GDP rose 6.2% in Q1 from a year earlier, exceeding the 5.7% expected by economists in a Bloomberg News survey and marking the fastest pace since the period ended December 2012, after markets closed on May 16. The data added to speculation that Bank Negara will raise borrowing costs for the first time since 2011 to temper the quickest inflation in almost three years.
“The upbeat Q1 GDP print will reinforce the view that Bank Negara will hike rates and this is positive for the ringgit,” said Choong Yin Pheng, senior manager for bond and economic research at Hong Leong Bank Bhd in Kuala Lumpur. “The current-account surplus is a factor as well.”
The ringgit rallied 0.7%, the biggest gain in a month, to 3.2108 per dollar in Kuala Lumpur, according to data compiled by Bloomberg. It reached 3.2078, the highest level since December 11. The FTSE Bursa Malaysia KLCI Index of shares climbed 0.2% to 1,887.07, while bonds maturing in three, five and 10 years dropped.

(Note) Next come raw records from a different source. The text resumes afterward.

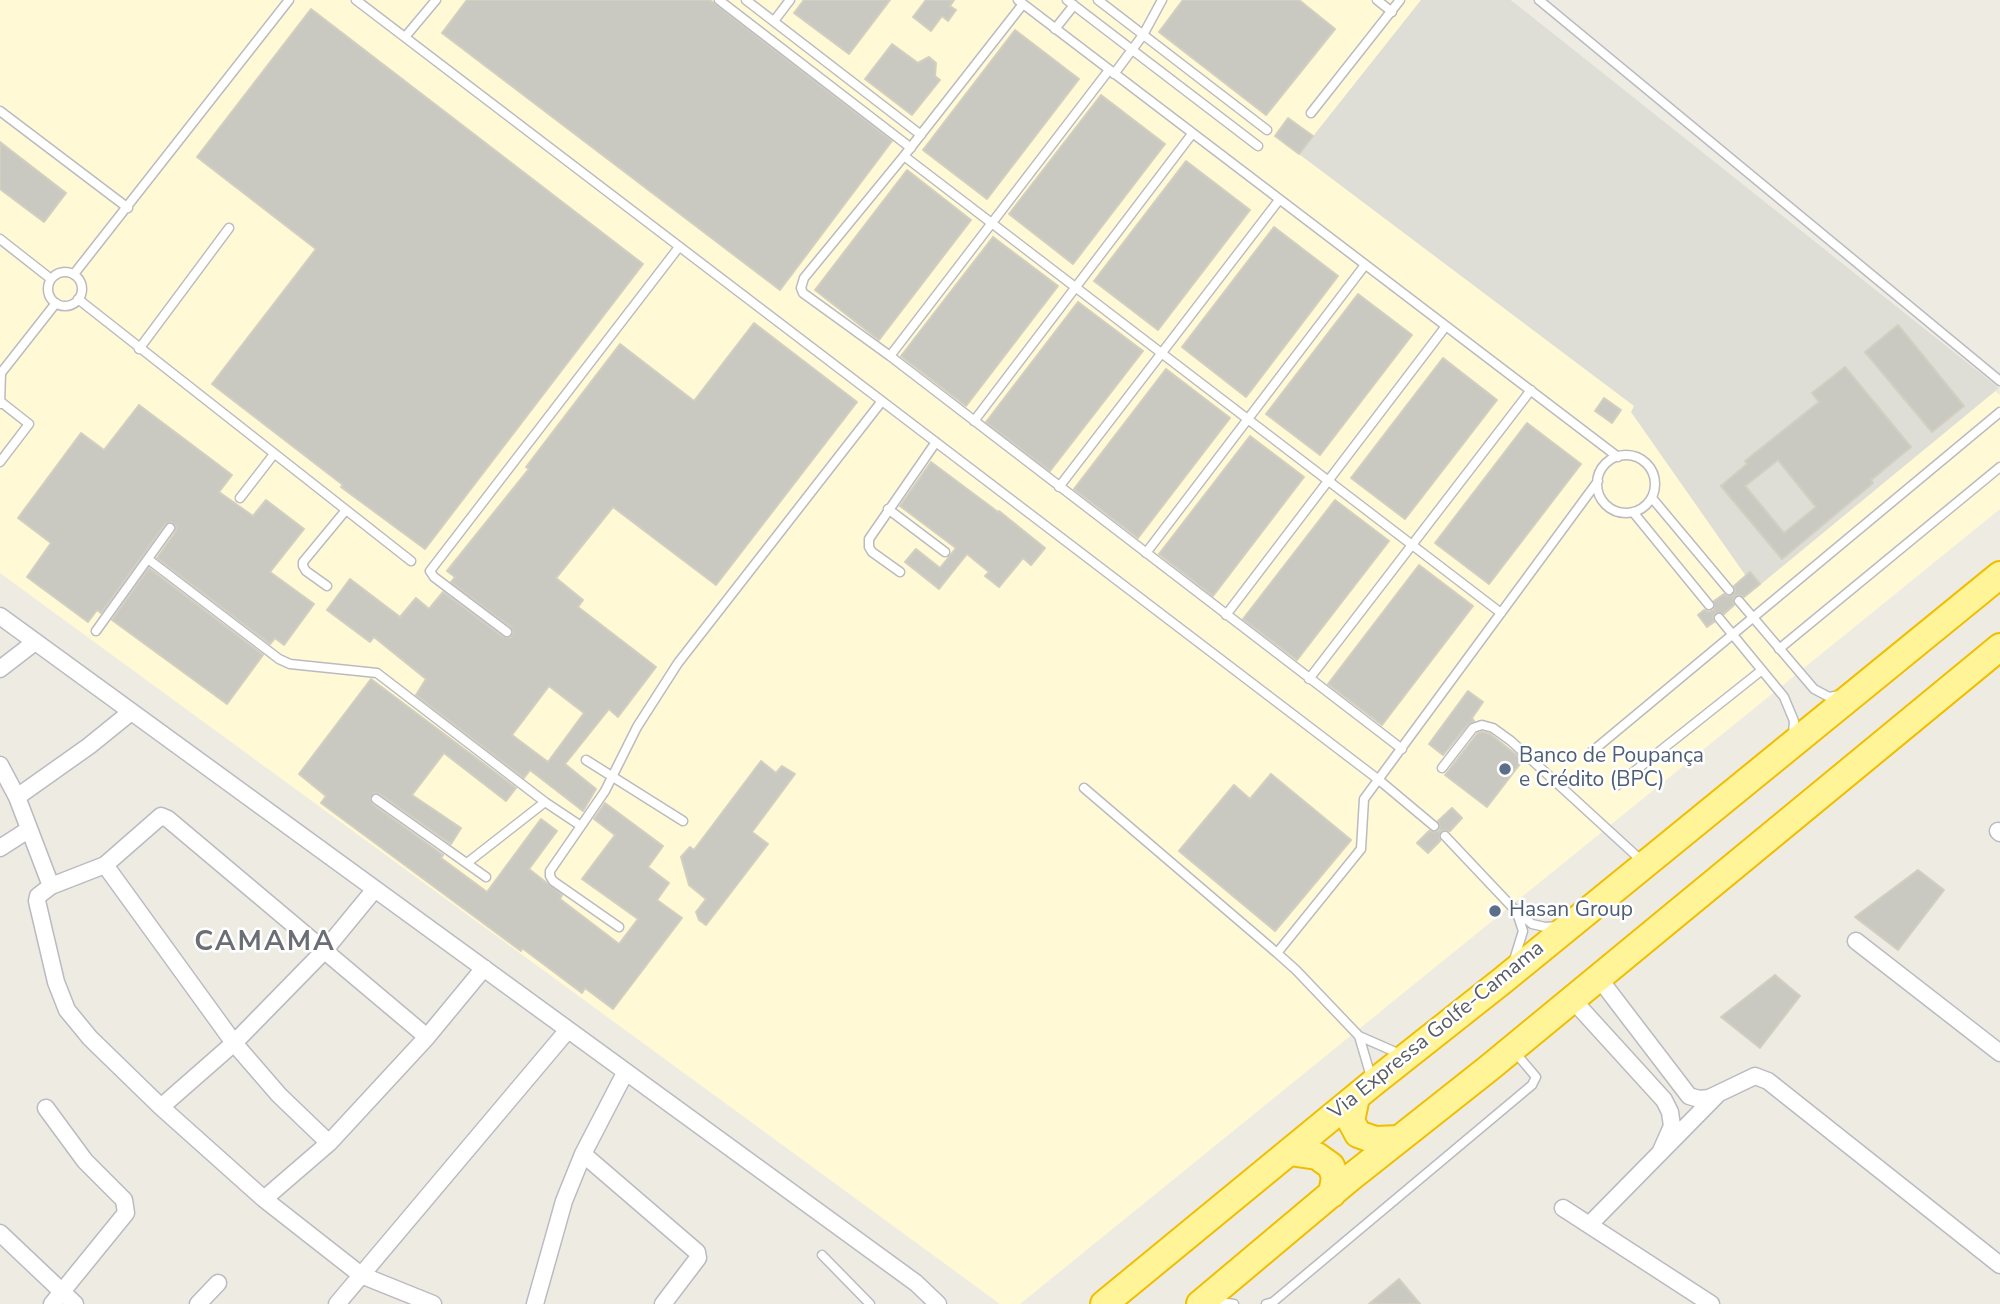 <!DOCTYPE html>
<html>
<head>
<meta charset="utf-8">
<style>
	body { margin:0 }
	canvas { display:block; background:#eeece2 }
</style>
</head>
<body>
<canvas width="2000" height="1304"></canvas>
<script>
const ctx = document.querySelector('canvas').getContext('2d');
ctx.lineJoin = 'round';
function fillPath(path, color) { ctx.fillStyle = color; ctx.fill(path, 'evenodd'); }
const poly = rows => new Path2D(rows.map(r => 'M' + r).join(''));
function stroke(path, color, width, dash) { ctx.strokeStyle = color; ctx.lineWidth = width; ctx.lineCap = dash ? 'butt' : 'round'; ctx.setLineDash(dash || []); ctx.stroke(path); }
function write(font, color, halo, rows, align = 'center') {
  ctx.font = font + ' "Nunito Sans",sans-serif'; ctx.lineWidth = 5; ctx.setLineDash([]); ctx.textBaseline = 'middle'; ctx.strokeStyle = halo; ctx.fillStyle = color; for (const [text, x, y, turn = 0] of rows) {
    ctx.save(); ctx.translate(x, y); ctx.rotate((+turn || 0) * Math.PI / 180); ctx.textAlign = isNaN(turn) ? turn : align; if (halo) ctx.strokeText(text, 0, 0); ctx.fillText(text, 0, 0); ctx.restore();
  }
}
fillPath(poly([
	[0,0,1511,0,2000,395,2000,509,1020,1304,1000,1304,0,573]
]), '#fff9d6');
fillPath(poly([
	[1421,0,1511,0,1999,388,1755,589,1631,412,1634,406,1299,154]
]), '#deded6');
const building = poly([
	[467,0,710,0,892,141,780,290,442,33,467,0],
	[804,0,890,0,849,54,794,13,804,0],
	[926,0,954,0,950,6,956,10,948,21,942,16,931,31,913,17,926,0],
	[1183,0,1299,0,1335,29,1266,115,1159,32,1183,0],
	[311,9,643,264,425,549,341,487,343,485,212,384,316,249,197,157,311,9],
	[1015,30,1079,79,987,199,923,150,1015,30],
	[892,44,918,63,929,57,936,63,935,76,940,80,912,115,865,79,892,44],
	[1101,95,1165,144,1073,264,1009,214,1101,95],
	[1288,118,1313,136,1299,154,1275,136,1288,118],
	[0,142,66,193,44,222,0,189,0,142],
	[1186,161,1250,210,1158,330,1094,281,1186,161],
	[907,170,971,220,879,340,815,290,907,170],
	[1274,227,1338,276,1246,397,1182,347,1274,227],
	[993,237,1058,286,966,406,901,356,993,237],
	[1358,294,1412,335,1320,455,1266,414,1358,294],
	[1078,302,1143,351,1050,471,986,422,1078,302],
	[754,323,857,402,716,585,613,507,556,578,583,600,578,607,656,667,618,717,609,709,565,764,596,789,583,811,530,770,524,778,416,695,426,679,374,637,370,642,327,610,350,579,400,617,416,598,429,609,443,592,503,637,510,638,513,633,511,627,451,582,455,577,447,571,529,469,526,467,620,344,694,401,754,323],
	[549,686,584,713,548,762,512,735,549,686],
	[1898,325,1964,406,1932,432,1865,352,1898,325],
	[1443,358,1497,400,1405,519,1351,478,1443,358],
	[1845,367,1911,447,1871,480,1873,483,1782,559,1721,486,1747,464,1745,461,1819,402,1812,393,1845,367],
	[1778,460,1816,507,1784,533,1745,486,1778,460],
	[1166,369,1230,418,1138,538,1074,489,1166,369],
	[1604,398,1621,410,1612,423,1595,411,1604,398],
	[139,405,232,475,219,492,253,516,266,500,304,529,270,572,314,604,284,645,275,638,270,644,157,558,176,531,176,526,171,522,165,524,101,613,97,610,88,622,27,577,51,543,18,518,81,433,104,450,139,405],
	[1527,423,1581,464,1489,584,1435,543,1527,423],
	[1250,436,1304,477,1213,596,1159,554,1250,436],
	[931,462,998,512,999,511,1045,548,1031,565,1023,558,999,587,985,576,989,572,967,554,939,589,905,562,916,549,940,568,956,548,900,506,931,462],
	[1335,500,1389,541,1297,660,1243,619,1335,500],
	[1419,565,1473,606,1382,725,1328,684,1419,565],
	[149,568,263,655,227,704,112,620,149,568],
	[1750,572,1760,584,1744,597,1741,595,1735,596,1733,599,1734,605,1724,614,1715,613,1713,616,1714,622,1707,627,1698,615,1704,610,1709,612,1714,610,1714,601,1724,594,1727,596,1733,595,1735,592,1734,586,1750,572],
	[371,679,516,788,506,801,444,753,412,795,461,828,451,844,380,794,374,793,370,798,372,804,443,855,441,858,487,892,541,819,557,831,529,869,562,895,560,899,619,944,638,919,582,879,615,835,594,819,605,803,663,846,648,867,669,883,657,900,682,918,613,1009,585,988,582,993,522,948,521,951,321,803,326,796,299,774,371,679],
	[1468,691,1483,702,1472,718,1474,721,1468,724,1443,755,1429,744,1468,691],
	[1482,732,1490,734,1523,760,1487,807,1445,775,1477,734,1482,732],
	[761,761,776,773,782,766,795,774,752,832,768,844,706,925,699,920,696,912,706,899,689,885,681,857,690,847,694,850,761,761],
	[1271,774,1351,840,1275,931,1179,851,1234,785,1250,799,1271,774],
	[1452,808,1462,818,1450,831,1444,830,1440,832,1440,841,1428,853,1417,843,1429,831,1434,832,1439,831,1440,826,1438,821,1452,808],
	[1918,870,1944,890,1898,950,1855,917,1918,870],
	[1775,975,1800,996,1760,1048,1721,1017,1775,975],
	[1399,1279,1420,1304,1369,1304,1399,1279]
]);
fillPath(building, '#cac9c1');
stroke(building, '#d2cfc0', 2);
const service = poly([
	[356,0,1379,780,1434,826],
	[719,0,911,148],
	[746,0,921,135],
	[1018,0,1618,457],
	[1067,0,1258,146],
	[1098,0,1267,130],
	[1377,0,1392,12],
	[1539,0,2000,381],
	[1023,4,904,156,804,278,801,288,803,293,890,356,1402,749],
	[774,21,790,0],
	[1055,29,1074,5],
	[405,37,436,0],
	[1114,74,1143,35,1162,0],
	[0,111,128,208],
	[1311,113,1400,0],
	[904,156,1501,613],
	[0,239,51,279],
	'48 289a17 17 0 1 1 34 0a17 17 0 1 1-34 0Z',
	[74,274,289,0],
	[78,299,411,561],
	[139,349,229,228],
	[890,356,1109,70],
	[0,404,1,373,56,303],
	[974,421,1192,134],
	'1597 484a29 29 0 1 1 58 0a29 29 0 1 1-58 0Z',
	[0,462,29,424,1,402],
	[1059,487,1279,200],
	[240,498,274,454],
	[1652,498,1729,590],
	[888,509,945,552],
	[1633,512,1709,605],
	[1146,553,1365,265],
	[148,559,279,659,290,664,377,673,545,802],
	[900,572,872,552,869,547,869,539,936,442],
	[327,586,306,571,303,566,303,562,346,510],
	[1739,601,1814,689,1829,697,1840,695],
	[1226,615,1446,326],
	[1719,618,1784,697,1794,721,1793,734],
	[96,631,170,528],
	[507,632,434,577,430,571,679,247],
	[1779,649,2000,467],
	[1309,679,1531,390],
	[1589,754,2000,412],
	[586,760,683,821],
	[1442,768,1473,728,1482,725,1493,728,1511,741,1642,861],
	[1616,786,1762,670],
	[1084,788,1277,953,1361,849,1364,799,1598,481],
	[376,799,486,877],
	[581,826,550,871,550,876,553,881,619,927],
	[1445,836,1515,910,1532,924,1545,927,1558,926],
	[467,863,545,802,581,826,605,791,637,727,678,663,882,401],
	[1277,953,1296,970,1359,1036,1400,1054],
	[1514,960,1523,931,1517,913],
	[1359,1036,1372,1080],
	[822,1255,870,1304],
	[1213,1301,1234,1304],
	[1266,1304,1273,1302,1532,1085,1536,1077,1514,1051]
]);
const minor = poly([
	[0,616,916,1283,938,1304],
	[0,669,35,642],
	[0,765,17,797,51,886],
	[17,797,89,746,131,712],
	[1998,831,2000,833],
	[0,848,28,830],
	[105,865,234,1043,279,1095,329,1143],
	[1856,941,2000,1053],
	[1598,977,1689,1096,1699,1099,1709,1098,1755,1076,1768,1081,2000,1265],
	[1572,999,1664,1100,1670,1112,1672,1126,1660,1153],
	[427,1037,168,819,161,816,105,865,51,886,38,896,37,901,56,982,67,1010,90,1038,161,1107,264,1199,361,1275,433,1304],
	[161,1107,234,1043,324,951,375,889],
	[46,1108,85,1161,124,1200,126,1213,52,1304],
	[583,1154,625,1073],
	[264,1199,329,1143,427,1037,484,968],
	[1563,1208,1711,1304],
	[1590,1224,1716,1096],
	[0,1233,75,1304],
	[198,1304,218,1283],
	[337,1304,567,1031],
	[535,1304,564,1201,583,1154,697,1252,698,1258,663,1304]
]);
const trunk = poly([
	[1356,1097,1351,1121,1358,1134,1375,1140,1399,1139],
	[1290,1152,1317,1156,1331,1166,1335,1177,1332,1194],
	[1104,1304,1373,1083,1502,981,2000,575],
	[1200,1304,1350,1178,1489,1068,2000,647]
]);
stroke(service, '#babbc1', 11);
stroke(minor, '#babbc1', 19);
stroke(trunk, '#f0be00', 30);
stroke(service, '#fff', 8);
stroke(minor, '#fff', 16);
stroke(trunk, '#fff497', 26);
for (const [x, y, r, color] of [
	[1505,769,7,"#5c6f8a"],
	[1495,911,7,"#5c6f8a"]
]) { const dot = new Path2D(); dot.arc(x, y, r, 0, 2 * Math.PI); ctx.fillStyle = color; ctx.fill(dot); stroke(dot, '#fff', 2.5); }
write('21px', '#4e5e75', '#fff', [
	["Banco de Poupança",1519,757],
	["e Crédito (BPC)",1519,781],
	["Hasan Group",1509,911]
], 'left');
write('21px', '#5a5d63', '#fff', [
	["Via Expressa Golfe-Camama",1437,1031,-39]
]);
ctx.letterSpacing = '2px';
write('bold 28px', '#6b6f75', '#fff', [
	["CAMAMA",265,943]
]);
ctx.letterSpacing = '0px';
</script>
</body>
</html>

The current-account surplus, the broadest measurement of trade, widened to RM19.8 billion (US$6.2 billion) in the quarter, above the median estimate of RM16.6 billion.. A May 8 central bank statement issued after a decision to keep interest rates unchanged said “the degree of monetary accommodation may need to be adjusted” to address the buildup in economic and financial imbalances.
Growth in the first quarter was “exceptional,” and the expansion in subsequent periods was expected to be about 5% to 5.5%, central bank Governor Tan Sri Dr Zeti Akhtar Aziz told reporters in Kuala Lumpur on May 16.
Accelerating price pressures and concerns of financial imbalances are likely to prompt the monetary authority to begin tightening policy with a 25 basis point increase in the third quarter, Australia & New Zealand Banking Group Ltd. economists including Singapore-based Glenn Maguire wrote in a May 16 report. The next central bank meeting is due on July 10, 2014.
A government report on May 21 may show consumer-price gains held at 3.5 per cent in April, a Bloomberg survey shows, matching the pace in the previous two months that was the fastest since June 2011.
Global funds increased holdings of Malaysian equities by RM656.8 million in the five days ended May 16, the third highest weekly increase this year, Zulkifli Hamzah, an analyst at MIDF Amanah Investment Bank Bhd in Kuala Lumpur, wrote in a report, citing stock-exchange data.